2) For me, finding a job was easy. I had a few good offers, and a couple ones I could have taken if nothing else came in. But I've also got friends -- from my program and elsewhere -- that either haven't found jobs or haven't found jobs they're happy with. Year to year, the search is a crapshoot. Right now, for instance, almost everyone's in a hiring freeze so lots of new PhDs are stranded.

The people I know who did well on the market all have one thing in common, though. They're likeable. You'd want to work with them, and you'd want to be in a classroom with them. I can't overstate how much this matters. We were hiring for a position in the English department this year and had about 300 applicants. Of those, about 70 were really good fits (they had the primary fields we were looking for, plus at least one of the secondary fields we wanted).

The thing that took the top twenty or so down to the top three (and for that matter, down to the top one) was personality. Every one of these candidates knew their stuff, and every one of them could have done the job and likely done it well. So it really came down to who the staff and the faculty would most like to talk to every day, and who best communicated with the students.

Powered Descent
Jul 13, 2008

We haven't had that spirit here since 1969.



Here's a strange one for you.

I know this isn't quite your specialty, but is there any contemporary literature (say, from 1950 onward) that you suspect future historians will regard as the classics of our time? Flash forward to an English Lit class at Tranquility Base University in the year 2309. What 20th and 21st century authors will your silver-jumpsuited counterpart remember in one breath with the Bard?

Will the class discuss Robert Heinlein and Arthur C. Clarke? J.D. Salinger and William Golding? Beverly Cleary and Judy Blume? Stephen King and Dean Koontz? Or even... J.K. Rowling and Stephanie Meyer?

Defenestration
Aug 10, 2006

"It wasn't my fault that my first unconscious thought turned out to be-"
"Jesus, kid, what?"
"That something smelled delicious!"




Grimey Drawer

Brainworm posted:

If you're looking to get a job, go to law school.

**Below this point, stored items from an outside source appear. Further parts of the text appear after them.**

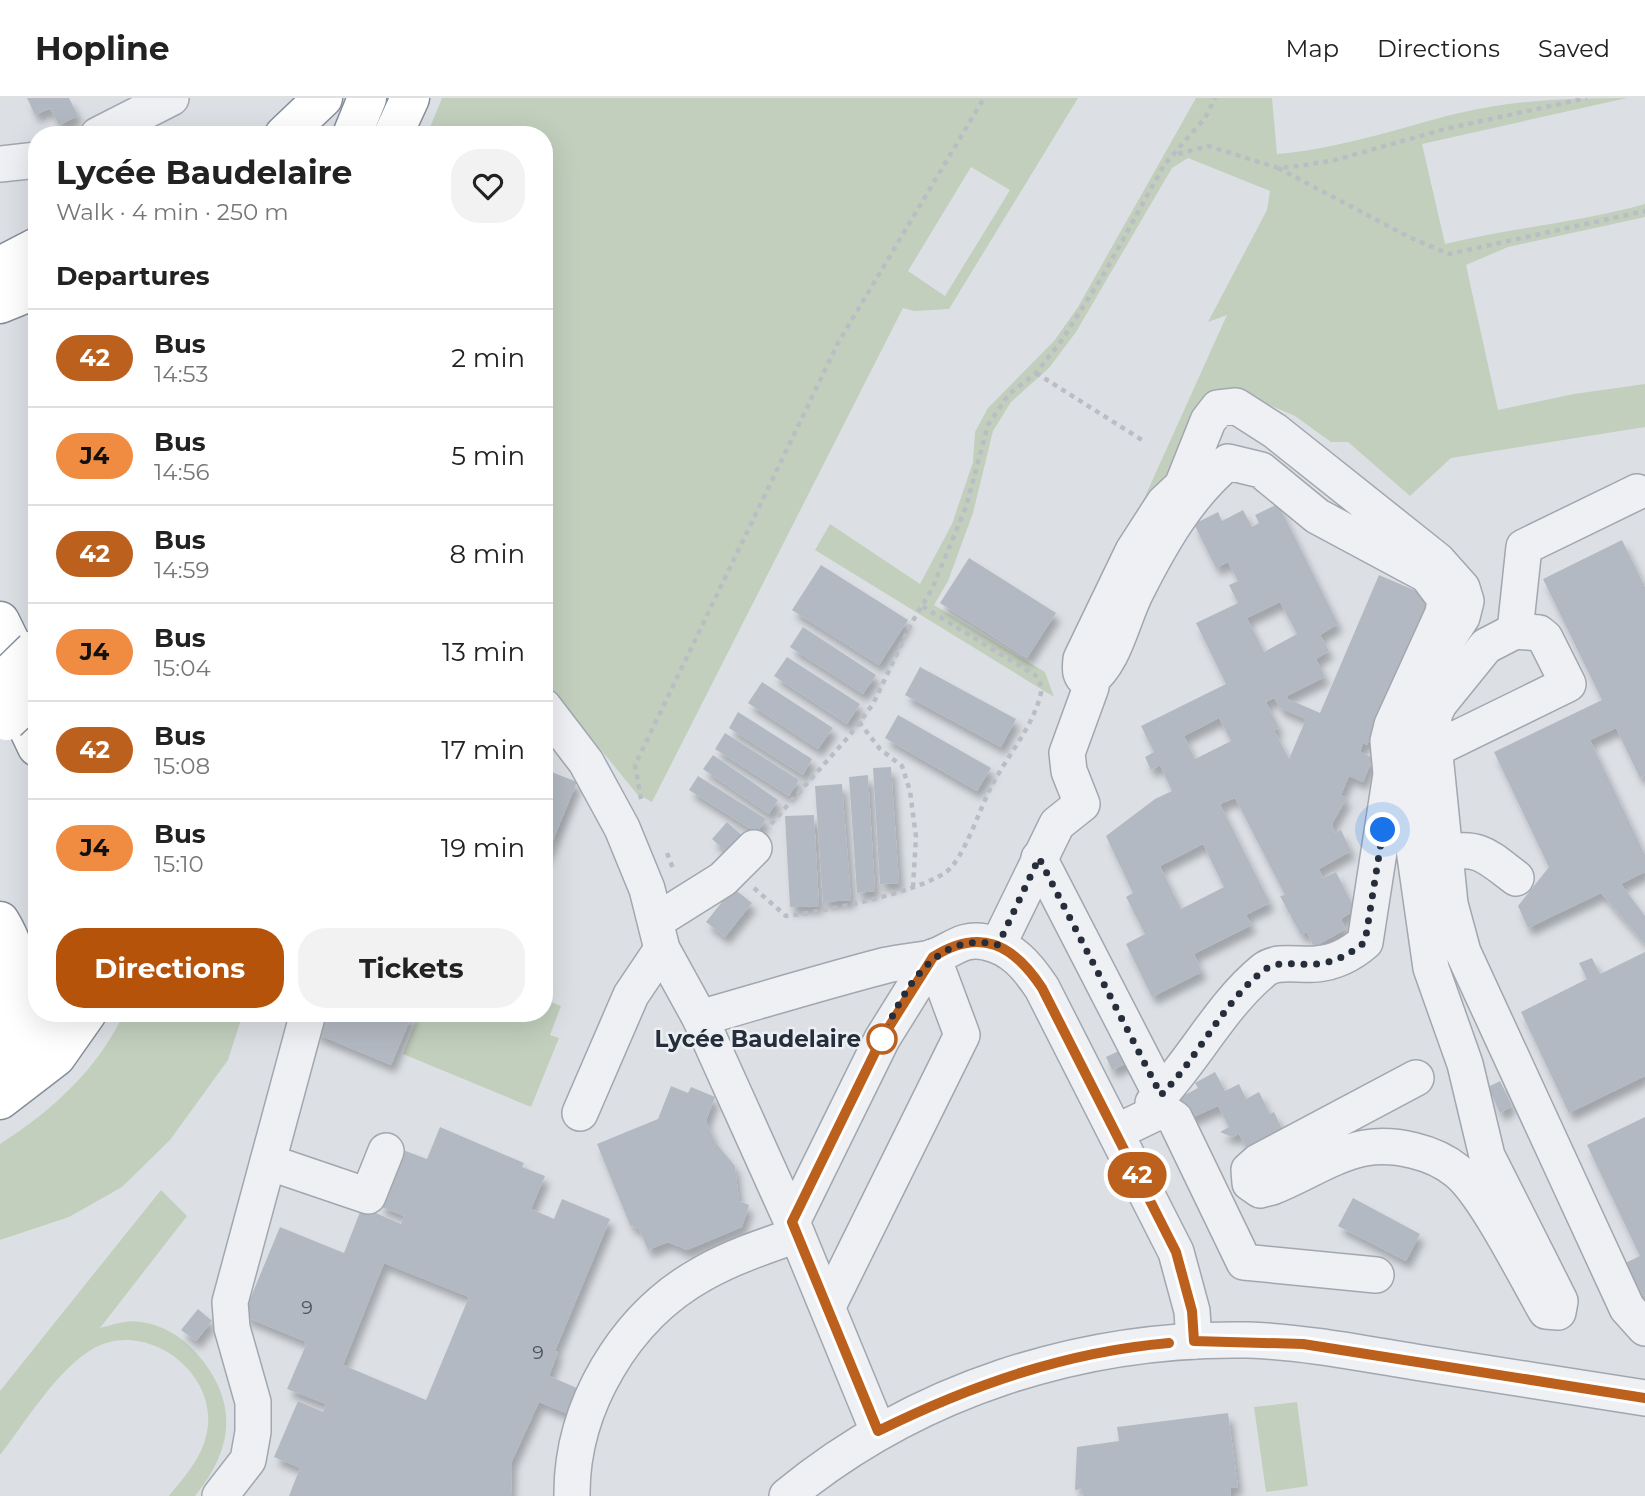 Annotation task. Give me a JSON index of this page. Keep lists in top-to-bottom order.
{
  "places": ["Lycée Baudelaire"],
  "lines": ["bus line 42"],
  "house_numbers": ["9", "9"],
  "page": {
    "header": "Hopline",
    "nav": ["Map", "Directions", "Saved"],
    "on_map": "42",
    "heading": [
      ["Lycée Baudelaire", "Walk · 4 min · 250 m"],
      "Departures"
    ],
    "list": [
      {
        "mark": "42",
        "name": "Bus",
        "note": "14:53",
        "value": "2 min"
      },
      {
        "mark": "J4",
        "name": "Bus",
        "note": "14:56",
        "value": "5 min"
      },
      {
        "mark": "42",
        "name": "Bus",
        "note": "14:59",
        "value": "8 min"
      },
      {
        "mark": "J4",
        "name": "Bus",
        "note": "15:04",
        "value": "13 min"
      },
      {
        "mark": "42",
        "name": "Bus",
        "note": "15:08",
        "value": "17 min"
      },
      {
        "mark": "J4",
        "name": "Bus",
        "note": "15:10",
        "value": "19 min"
      }
    ],
    "buttons": ["Directions", "Tickets"]
  }
}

Also, if you want to be an academic, you can teach with either a JD or a law PhD. And law professors are in high demand and make serious, serious money.

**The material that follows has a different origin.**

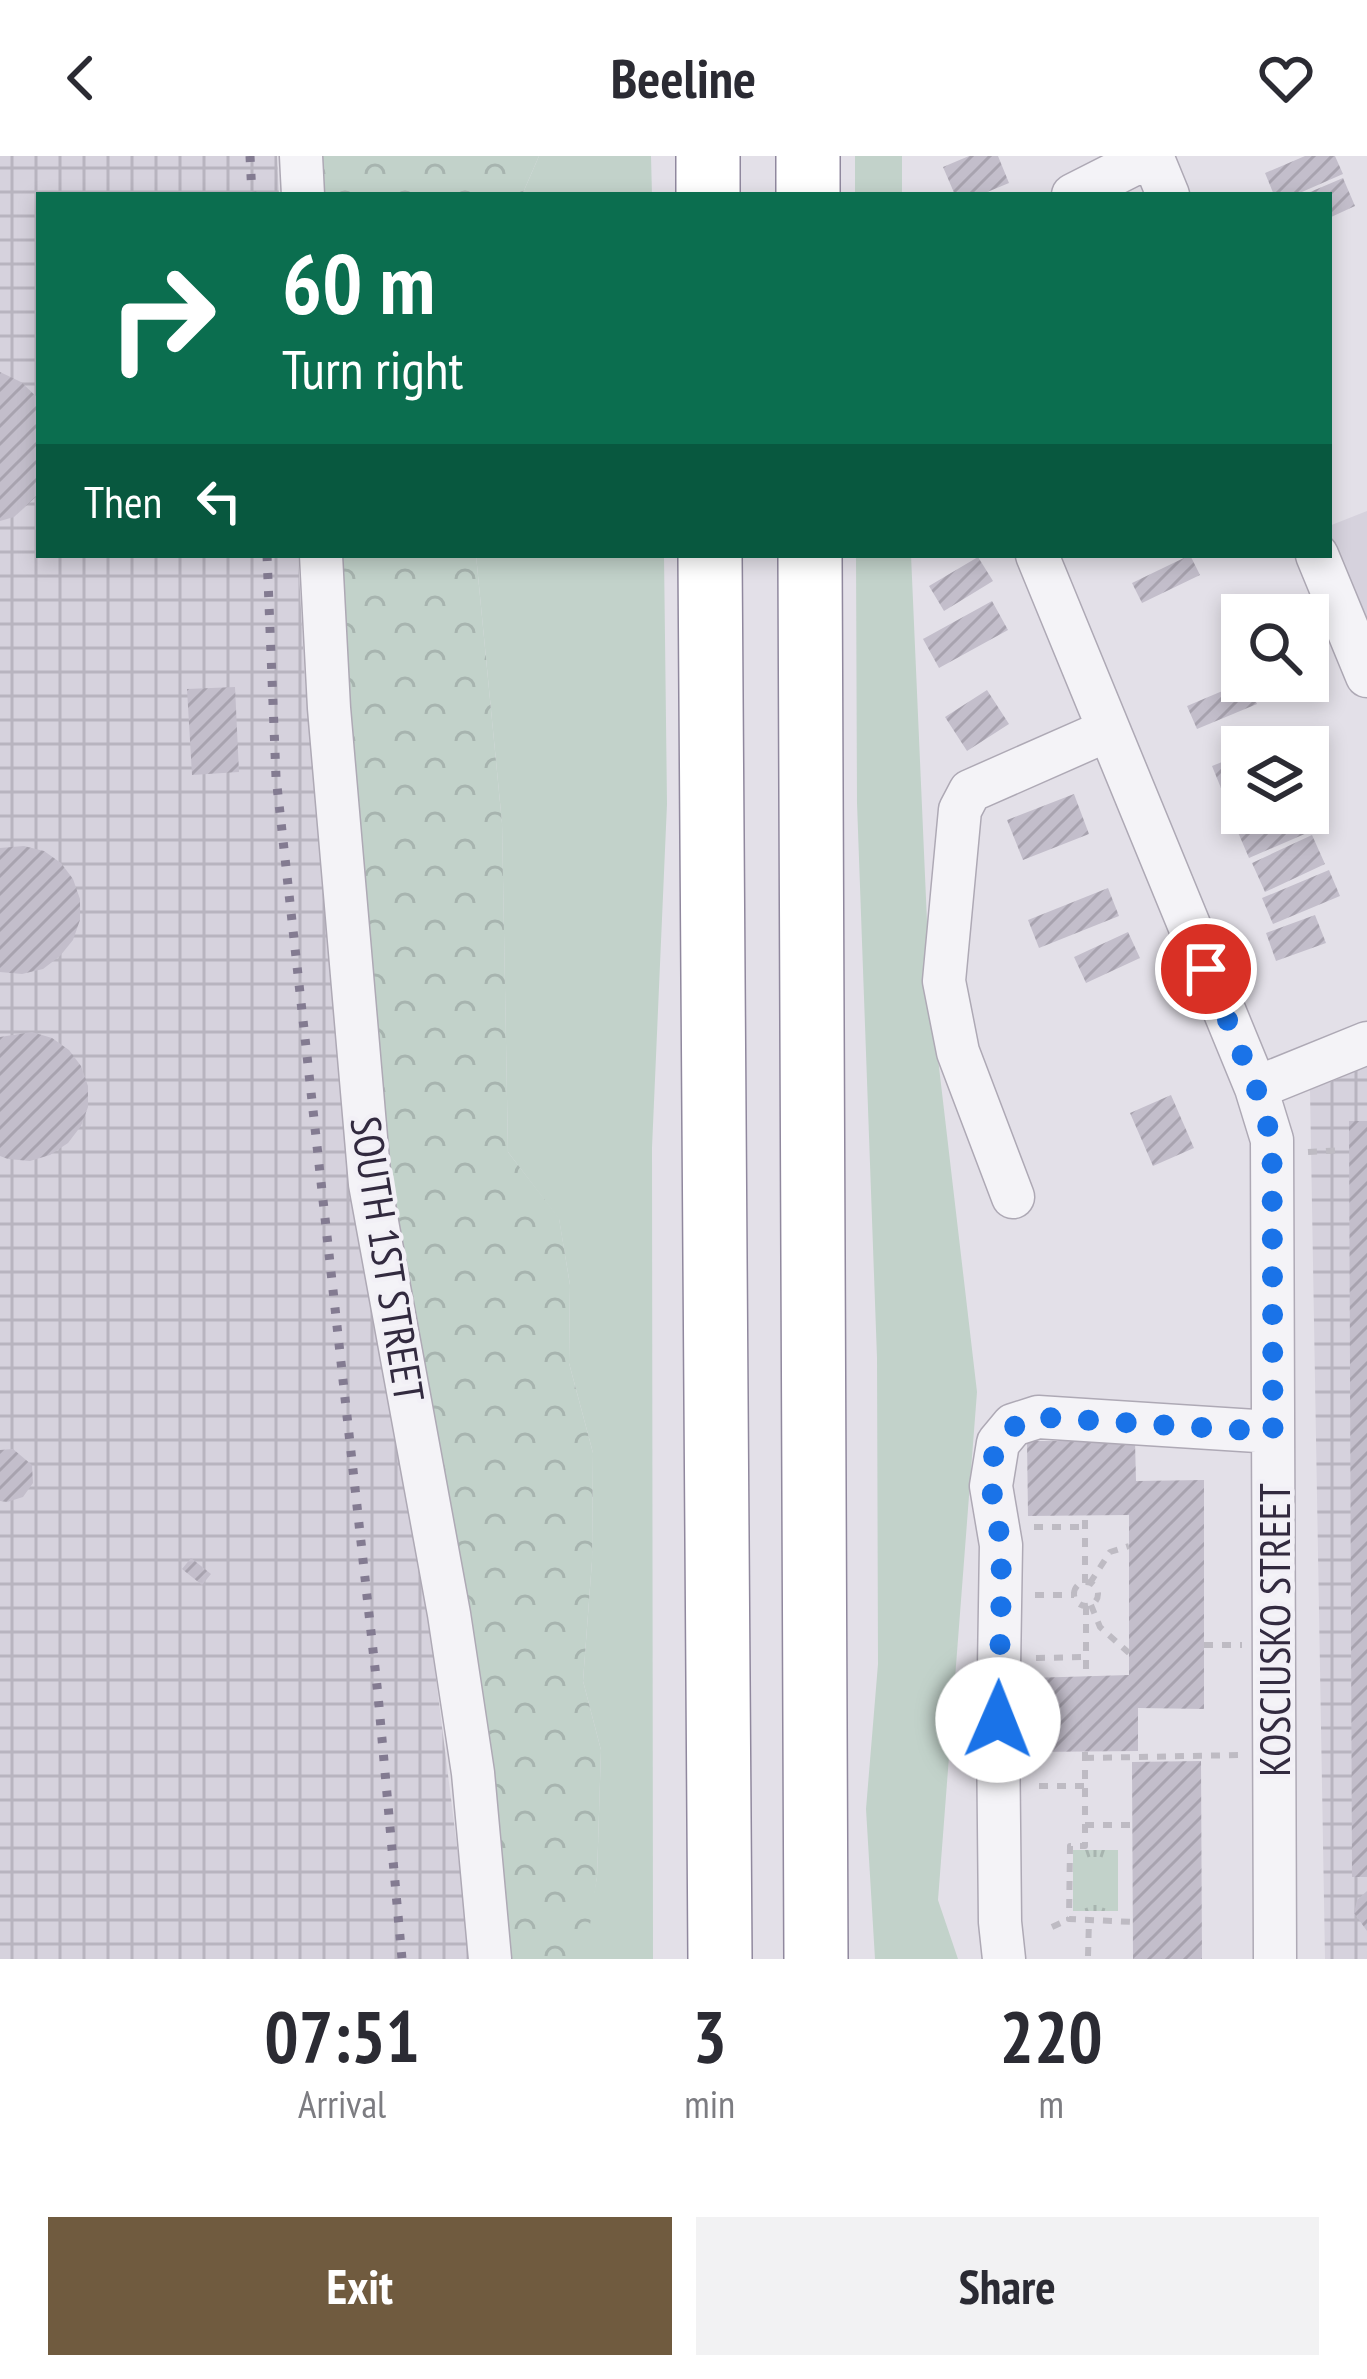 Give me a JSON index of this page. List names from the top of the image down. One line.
{"streets":{"street":["SOUTH 1ST STREET","KOSCIUSKO STREET"]},"page":{"header":"Beeline","turn":["60 m","Turn right"],"then":"Then","eta":["07:51","Arrival","3","min","220","m"],"buttons":["Exit","Share"]}}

Brainworm these are both terrible ideas to be spreading around given the current state of law. Especially the first.

Here's my question:
In your years of teaching, what fascinating truths have you learned about college students?

[I just finished my first year teaching comp, and I learned that freshmen at my school (small artsy fartsy niche) are Romantics with a capital R. They believe in purest natural "free expression" springing forth from them fully formed and beautiful if they can only cast aside pesky constraints like "society."]

Brainworm
Mar 23, 2007

...one of these--
As he hath spices of them all, not all,
For I dare so far free him--made him fear'd...


Nap Ghost

Manky posted:

I love this thread, and thank you for doing it. I have a couple of questions.

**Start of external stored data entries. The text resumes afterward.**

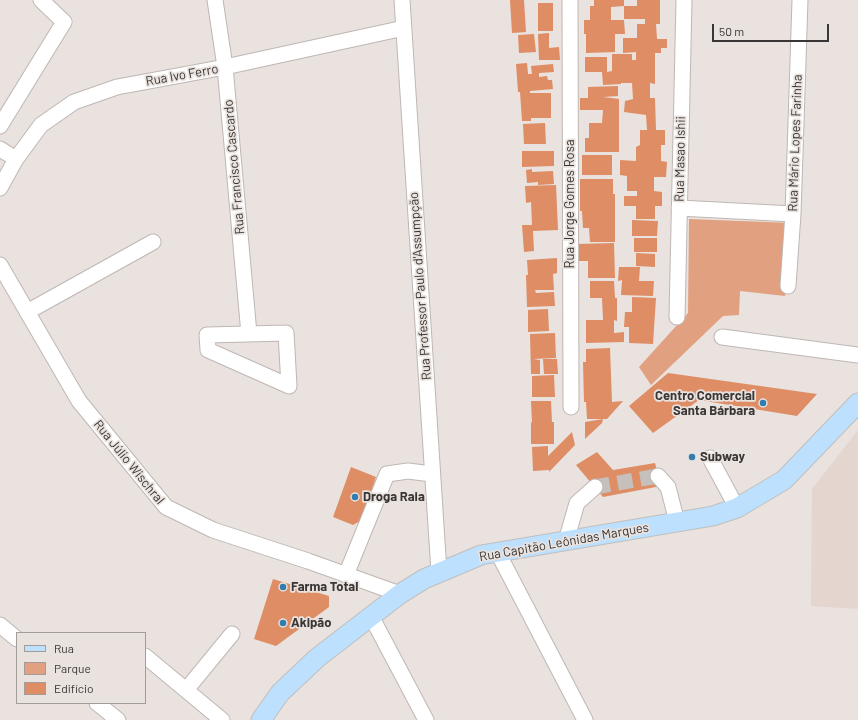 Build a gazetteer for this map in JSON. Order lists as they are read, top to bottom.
{
  "streets": {
    "main road": ["Rua Capitão Leônidas Marques"],
    "street": [
      "Rua Ivo Ferro",
      "Rua Mário Lopes Farinha",
      "Rua Masao Ishii",
      "Rua Francisco Cascardo",
      "Rua Jorge Gomes Rosa",
      "Rua Professor Paulo d'Assumpção",
      "Rua Júlio Wischral"
    ]
  },
  "crossings": [
    ["Rua Ivo Ferro", "Rua Francisco Cascardo"],
    ["Rua Ivo Ferro", "Rua Professor Paulo d'Assumpção"],
    ["Rua Professor Paulo d'Assumpção", "Rua Capitão Leônidas Marques"],
    ["Rua Júlio Wischral", "Rua Capitão Leônidas Marques"]
  ],
  "places": [
    "Centro Comercial Santa Bárbara",
    "Subway",
    "Droga Raia",
    "Farma Total",
    "Akipão"
  ],
  "legend": ["Rua", "Parque", "Edifício"],
  "scale_bar": "50 m"
}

I've been a huge reader my entire life, and I've always excelled at writing. However, what I've always loved doing is editing. It suits my nitpickiness and fulfills a basic need to be pedantic (though I understand that grammar sometimes needs to be extended or ignored for style). I don't know if it's something you can give advice on, but do you have any idea how to start a career as an editor? Right now I'm strongly considering a major in Latin, minor in Computer Science - both of which are areas that require pretty strong sense of syntax.

It sounds like what you really enjoy is proofreading.

An editor, academic or otherwise, basically has two jobs. He or she accepts manuscripts for publication based on a detailed working knowledge of some part of the literary marketplace, and suggests substantive changes to those manuscripts based on that field knowledge. Grammar doesn't make an appearance.

It's difficult to find a good, full-time proofing job, mostly because professional writers are generally familiar with the conventions of written English and because improvements in publishing technology mean that the process of converting manuscripts into galleys (the documents that suggest how a manuscript will be formatted in print) does not introduce the kinds of errors it used to. And professional proofers work fast. Really fast. As in 1200-1500 proofed pages per day.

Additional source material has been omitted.